Stored data>
══════════════════════════════

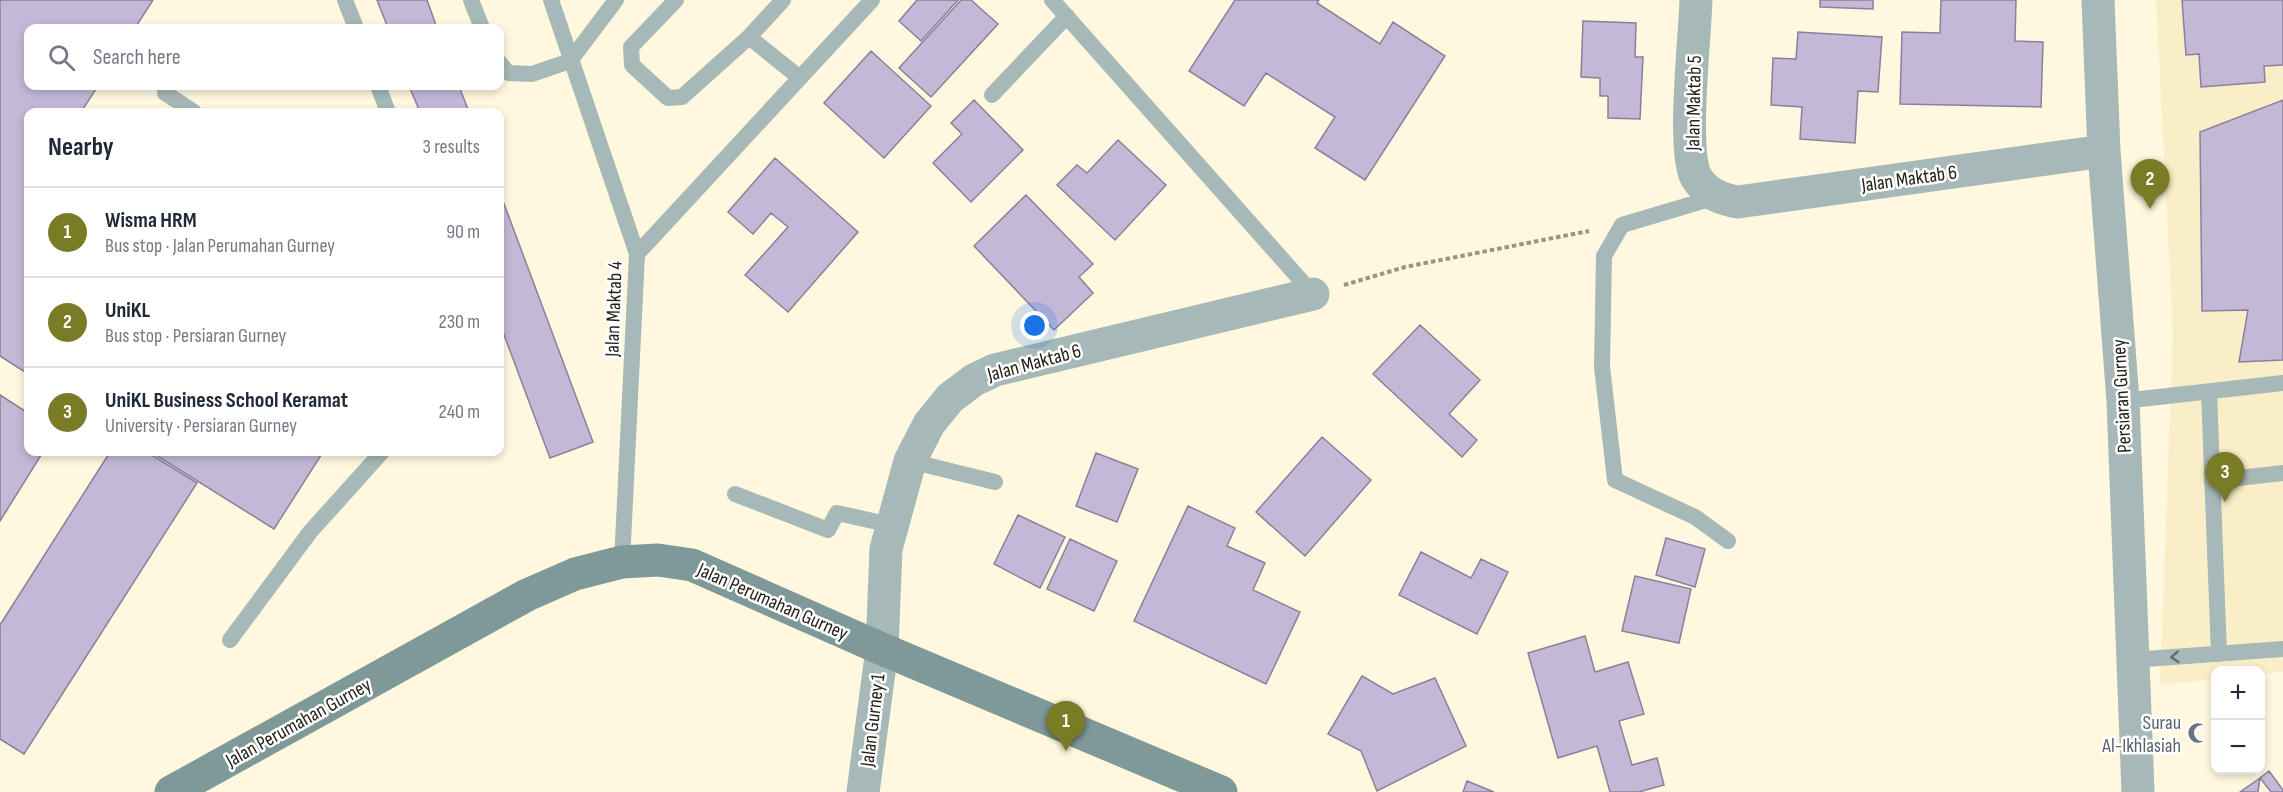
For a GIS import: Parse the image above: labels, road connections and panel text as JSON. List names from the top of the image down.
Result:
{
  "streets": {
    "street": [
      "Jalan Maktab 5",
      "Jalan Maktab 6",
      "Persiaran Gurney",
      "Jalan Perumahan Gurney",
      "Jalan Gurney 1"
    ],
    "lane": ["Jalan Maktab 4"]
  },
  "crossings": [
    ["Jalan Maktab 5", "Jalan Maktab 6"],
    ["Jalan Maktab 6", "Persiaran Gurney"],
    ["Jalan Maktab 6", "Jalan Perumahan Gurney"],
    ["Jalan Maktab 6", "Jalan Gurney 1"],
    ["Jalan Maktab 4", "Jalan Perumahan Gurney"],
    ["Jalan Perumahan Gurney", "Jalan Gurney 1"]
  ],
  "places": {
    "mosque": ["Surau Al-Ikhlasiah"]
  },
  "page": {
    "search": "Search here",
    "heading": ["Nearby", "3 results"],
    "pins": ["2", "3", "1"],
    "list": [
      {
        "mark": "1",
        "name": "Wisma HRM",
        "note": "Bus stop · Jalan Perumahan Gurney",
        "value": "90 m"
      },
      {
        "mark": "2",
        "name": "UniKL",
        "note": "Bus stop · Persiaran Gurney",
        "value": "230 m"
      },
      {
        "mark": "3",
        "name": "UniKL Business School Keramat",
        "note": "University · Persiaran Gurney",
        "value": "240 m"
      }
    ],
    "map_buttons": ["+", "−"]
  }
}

══════════════════════════════

Problem description>
Which lines of the records above contain the word "Perumahan"? Report each one in full.

Output for this task>
      "Jalan Perumahan Gurney",
    ["Jalan Maktab 6", "Jalan Perumahan Gurney"],
    ["Jalan Maktab 4", "Jalan Perumahan Gurney"],
    ["Jalan Perumahan Gurney", "Jalan Gurney 1"]
        "note": "Bus stop · Jalan Perumahan Gurney",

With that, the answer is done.